Records from a data source:
········
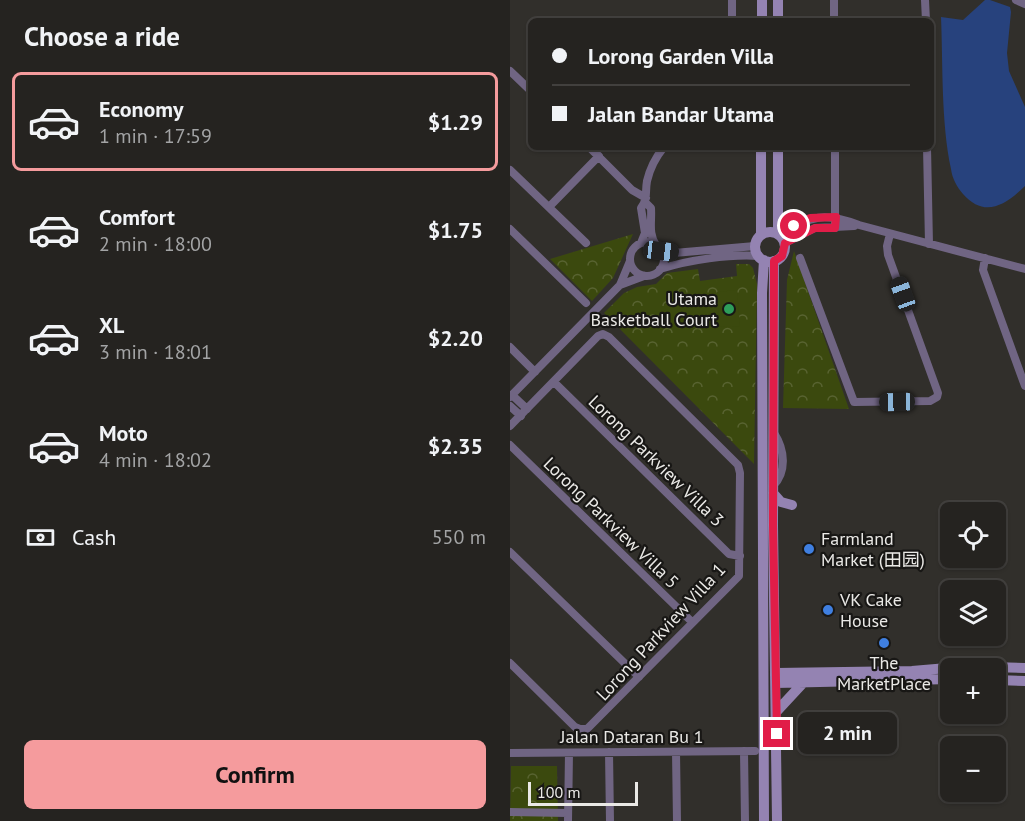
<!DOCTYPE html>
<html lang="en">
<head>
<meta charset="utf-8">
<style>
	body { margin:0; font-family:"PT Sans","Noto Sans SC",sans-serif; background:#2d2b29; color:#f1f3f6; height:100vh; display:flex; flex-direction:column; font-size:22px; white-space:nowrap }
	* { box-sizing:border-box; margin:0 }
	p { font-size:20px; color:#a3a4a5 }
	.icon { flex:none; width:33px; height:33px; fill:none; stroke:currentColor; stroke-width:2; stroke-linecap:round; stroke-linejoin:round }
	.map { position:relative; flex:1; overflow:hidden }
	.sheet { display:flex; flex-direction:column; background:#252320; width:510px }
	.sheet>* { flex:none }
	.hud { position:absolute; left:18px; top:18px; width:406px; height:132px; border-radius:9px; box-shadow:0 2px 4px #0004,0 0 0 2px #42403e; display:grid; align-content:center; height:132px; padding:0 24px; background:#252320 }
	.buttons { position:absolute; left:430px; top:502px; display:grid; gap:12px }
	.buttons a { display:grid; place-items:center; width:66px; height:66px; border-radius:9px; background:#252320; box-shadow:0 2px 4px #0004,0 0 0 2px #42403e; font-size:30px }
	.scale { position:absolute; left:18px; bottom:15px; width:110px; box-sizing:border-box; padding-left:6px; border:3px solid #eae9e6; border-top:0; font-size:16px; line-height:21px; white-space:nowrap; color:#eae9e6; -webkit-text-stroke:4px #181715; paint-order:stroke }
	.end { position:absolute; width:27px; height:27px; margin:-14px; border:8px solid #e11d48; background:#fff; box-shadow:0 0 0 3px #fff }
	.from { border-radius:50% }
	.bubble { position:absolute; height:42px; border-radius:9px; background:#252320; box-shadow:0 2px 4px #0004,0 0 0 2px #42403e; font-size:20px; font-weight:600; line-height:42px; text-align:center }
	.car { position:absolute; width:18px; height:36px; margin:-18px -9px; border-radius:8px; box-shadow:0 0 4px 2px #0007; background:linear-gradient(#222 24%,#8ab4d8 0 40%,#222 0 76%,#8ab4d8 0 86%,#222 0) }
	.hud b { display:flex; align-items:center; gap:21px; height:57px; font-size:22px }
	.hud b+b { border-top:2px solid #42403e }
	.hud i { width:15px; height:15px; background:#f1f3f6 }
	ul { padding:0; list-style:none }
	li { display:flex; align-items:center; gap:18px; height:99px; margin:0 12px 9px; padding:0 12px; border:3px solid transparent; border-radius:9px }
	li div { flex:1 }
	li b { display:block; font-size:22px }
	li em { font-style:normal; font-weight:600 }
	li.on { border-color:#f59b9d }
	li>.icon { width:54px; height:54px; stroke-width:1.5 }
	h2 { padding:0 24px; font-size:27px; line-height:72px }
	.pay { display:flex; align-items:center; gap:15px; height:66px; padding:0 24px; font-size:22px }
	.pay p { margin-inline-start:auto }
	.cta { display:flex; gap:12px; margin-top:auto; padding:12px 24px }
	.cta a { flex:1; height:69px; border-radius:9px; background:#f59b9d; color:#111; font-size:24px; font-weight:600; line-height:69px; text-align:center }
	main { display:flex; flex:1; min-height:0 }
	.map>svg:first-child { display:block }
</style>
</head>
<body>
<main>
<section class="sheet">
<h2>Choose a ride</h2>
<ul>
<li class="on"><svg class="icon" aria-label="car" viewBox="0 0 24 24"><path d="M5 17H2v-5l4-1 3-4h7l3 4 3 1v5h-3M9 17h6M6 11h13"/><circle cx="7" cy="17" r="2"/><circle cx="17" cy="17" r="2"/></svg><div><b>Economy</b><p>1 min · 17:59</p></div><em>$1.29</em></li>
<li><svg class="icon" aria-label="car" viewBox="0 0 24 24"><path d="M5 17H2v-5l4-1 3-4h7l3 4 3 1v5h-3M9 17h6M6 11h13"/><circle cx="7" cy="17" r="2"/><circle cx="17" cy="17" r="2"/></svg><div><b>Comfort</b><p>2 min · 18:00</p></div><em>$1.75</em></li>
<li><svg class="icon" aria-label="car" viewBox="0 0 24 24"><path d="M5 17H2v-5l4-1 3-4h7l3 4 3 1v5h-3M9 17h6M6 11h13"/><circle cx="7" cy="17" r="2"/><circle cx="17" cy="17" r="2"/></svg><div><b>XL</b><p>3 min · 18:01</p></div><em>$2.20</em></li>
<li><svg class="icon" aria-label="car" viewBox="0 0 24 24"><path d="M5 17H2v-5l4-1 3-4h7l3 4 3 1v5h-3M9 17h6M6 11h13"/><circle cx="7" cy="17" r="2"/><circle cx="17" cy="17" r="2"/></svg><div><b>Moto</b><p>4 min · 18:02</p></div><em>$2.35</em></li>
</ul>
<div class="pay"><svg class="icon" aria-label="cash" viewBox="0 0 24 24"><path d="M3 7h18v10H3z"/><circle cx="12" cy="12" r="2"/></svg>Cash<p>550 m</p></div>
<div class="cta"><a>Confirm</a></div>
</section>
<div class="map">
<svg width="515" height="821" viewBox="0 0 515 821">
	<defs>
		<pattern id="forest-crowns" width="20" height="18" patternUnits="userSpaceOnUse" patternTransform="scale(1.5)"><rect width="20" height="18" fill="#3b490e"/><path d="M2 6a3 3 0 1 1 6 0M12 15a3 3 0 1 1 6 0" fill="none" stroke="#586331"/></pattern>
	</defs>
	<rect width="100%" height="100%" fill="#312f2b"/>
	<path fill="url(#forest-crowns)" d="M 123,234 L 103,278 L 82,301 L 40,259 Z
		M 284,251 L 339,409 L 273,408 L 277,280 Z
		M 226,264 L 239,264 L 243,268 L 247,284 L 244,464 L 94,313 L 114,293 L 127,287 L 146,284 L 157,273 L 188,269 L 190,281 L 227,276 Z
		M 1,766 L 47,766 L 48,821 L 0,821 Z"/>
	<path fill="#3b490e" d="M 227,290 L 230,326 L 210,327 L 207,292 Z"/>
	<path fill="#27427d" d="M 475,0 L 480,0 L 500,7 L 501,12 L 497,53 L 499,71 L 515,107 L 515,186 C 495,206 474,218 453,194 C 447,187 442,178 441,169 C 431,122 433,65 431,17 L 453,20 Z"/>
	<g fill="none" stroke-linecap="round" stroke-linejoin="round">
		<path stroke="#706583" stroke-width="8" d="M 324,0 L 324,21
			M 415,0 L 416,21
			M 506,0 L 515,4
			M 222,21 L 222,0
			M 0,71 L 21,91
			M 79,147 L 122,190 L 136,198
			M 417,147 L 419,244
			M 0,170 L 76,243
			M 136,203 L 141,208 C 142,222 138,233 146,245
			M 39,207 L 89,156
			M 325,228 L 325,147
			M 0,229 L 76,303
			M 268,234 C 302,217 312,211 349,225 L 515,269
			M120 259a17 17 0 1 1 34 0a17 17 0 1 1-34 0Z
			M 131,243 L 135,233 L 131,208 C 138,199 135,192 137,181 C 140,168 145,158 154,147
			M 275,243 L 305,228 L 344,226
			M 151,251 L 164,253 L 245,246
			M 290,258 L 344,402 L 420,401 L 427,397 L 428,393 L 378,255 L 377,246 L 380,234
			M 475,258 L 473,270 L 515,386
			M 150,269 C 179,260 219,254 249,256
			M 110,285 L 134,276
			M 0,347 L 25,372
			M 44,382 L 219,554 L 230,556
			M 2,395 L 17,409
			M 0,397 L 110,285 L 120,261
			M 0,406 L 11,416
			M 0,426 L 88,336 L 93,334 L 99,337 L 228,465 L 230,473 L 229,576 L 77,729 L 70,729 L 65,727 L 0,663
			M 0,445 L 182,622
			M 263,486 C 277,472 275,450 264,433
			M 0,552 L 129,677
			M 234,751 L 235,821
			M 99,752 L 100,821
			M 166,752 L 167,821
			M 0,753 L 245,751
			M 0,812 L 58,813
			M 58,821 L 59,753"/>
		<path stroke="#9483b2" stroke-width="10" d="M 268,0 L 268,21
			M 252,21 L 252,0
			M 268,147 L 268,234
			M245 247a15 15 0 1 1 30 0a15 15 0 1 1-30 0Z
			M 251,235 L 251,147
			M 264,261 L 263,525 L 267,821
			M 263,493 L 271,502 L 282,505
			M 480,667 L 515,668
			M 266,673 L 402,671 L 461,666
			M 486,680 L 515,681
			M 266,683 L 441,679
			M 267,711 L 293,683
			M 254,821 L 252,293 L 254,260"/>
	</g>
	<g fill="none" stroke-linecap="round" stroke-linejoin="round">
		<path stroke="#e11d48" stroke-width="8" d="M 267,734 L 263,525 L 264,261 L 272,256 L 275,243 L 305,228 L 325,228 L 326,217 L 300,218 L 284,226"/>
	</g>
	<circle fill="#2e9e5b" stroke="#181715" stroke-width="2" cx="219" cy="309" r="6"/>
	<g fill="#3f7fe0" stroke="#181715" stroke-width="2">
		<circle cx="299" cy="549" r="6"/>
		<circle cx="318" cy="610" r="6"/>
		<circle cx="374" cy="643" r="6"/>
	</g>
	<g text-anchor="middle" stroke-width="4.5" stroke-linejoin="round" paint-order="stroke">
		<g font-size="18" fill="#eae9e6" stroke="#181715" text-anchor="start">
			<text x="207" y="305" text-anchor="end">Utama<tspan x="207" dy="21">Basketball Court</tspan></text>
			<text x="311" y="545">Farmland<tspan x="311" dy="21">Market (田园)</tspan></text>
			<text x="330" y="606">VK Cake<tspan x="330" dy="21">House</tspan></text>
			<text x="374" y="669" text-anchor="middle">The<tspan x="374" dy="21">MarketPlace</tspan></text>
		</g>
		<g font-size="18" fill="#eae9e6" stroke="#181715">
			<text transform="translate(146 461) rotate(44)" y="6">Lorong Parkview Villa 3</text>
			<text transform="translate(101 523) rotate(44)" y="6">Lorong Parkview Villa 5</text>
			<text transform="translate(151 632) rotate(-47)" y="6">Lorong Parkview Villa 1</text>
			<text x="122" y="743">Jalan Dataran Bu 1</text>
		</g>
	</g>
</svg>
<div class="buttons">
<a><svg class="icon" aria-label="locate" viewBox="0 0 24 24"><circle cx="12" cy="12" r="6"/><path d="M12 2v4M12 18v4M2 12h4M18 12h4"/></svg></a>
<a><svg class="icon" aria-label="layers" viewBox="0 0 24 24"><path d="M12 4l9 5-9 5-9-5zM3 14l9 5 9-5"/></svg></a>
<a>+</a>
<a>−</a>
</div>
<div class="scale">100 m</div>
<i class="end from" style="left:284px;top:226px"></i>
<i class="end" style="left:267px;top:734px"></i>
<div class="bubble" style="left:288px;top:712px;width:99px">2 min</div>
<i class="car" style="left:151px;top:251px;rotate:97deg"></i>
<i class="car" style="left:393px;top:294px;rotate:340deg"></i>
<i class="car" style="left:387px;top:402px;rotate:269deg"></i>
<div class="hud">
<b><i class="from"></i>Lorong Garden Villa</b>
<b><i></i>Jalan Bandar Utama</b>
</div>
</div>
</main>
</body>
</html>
········
**WORK INSTRUCTIONS:** Your answer must be the exact lines from the start of the data through the line with "position:absolute; width:18px; height:36px;", inclusive, and nothing else; pictures do not belong in it.

**PROBLEM SOLUTION:**
<!DOCTYPE html>
<html lang="en">
<head>
<meta charset="utf-8">
<style>
	body { margin:0; font-family:"PT Sans","Noto Sans SC",sans-serif; background:#2d2b29; color:#f1f3f6; height:100vh; display:flex; flex-direction:column; font-size:22px; white-space:nowrap }
	* { box-sizing:border-box; margin:0 }
	p { font-size:20px; color:#a3a4a5 }
	.icon { flex:none; width:33px; height:33px; fill:none; stroke:currentColor; stroke-width:2; stroke-linecap:round; stroke-linejoin:round }
	.map { position:relative; flex:1; overflow:hidden }
	.sheet { display:flex; flex-direction:column; background:#252320; width:510px }
	.sheet>* { flex:none }
	.hud { position:absolute; left:18px; top:18px; width:406px; height:132px; border-radius:9px; box-shadow:0 2px 4px #0004,0 0 0 2px #42403e; display:grid; align-content:center; height:132px; padding:0 24px; background:#252320 }
	.buttons { position:absolute; left:430px; top:502px; display:grid; gap:12px }
	.buttons a { display:grid; place-items:center; width:66px; height:66px; border-radius:9px; background:#252320; box-shadow:0 2px 4px #0004,0 0 0 2px #42403e; font-size:30px }
	.scale { position:absolute; left:18px; bottom:15px; width:110px; box-sizing:border-box; padding-left:6px; border:3px solid #eae9e6; border-top:0; font-size:16px; line-height:21px; white-space:nowrap; color:#eae9e6; -webkit-text-stroke:4px #181715; paint-order:stroke }
	.end { position:absolute; width:27px; height:27px; margin:-14px; border:8px solid #e11d48; background:#fff; box-shadow:0 0 0 3px #fff }
	.from { border-radius:50% }
	.bubble { position:absolute; height:42px; border-radius:9px; background:#252320; box-shadow:0 2px 4px #0004,0 0 0 2px #42403e; font-size:20px; font-weight:600; line-height:42px; text-align:center }
	.car { position:absolute; width:18px; height:36px; margin:-18px -9px; border-radius:8px; box-shadow:0 0 4px 2px #0007; background:linear-gradient(#222 24%,#8ab4d8 0 40%,#222 0 76%,#8ab4d8 0 86%,#222 0) }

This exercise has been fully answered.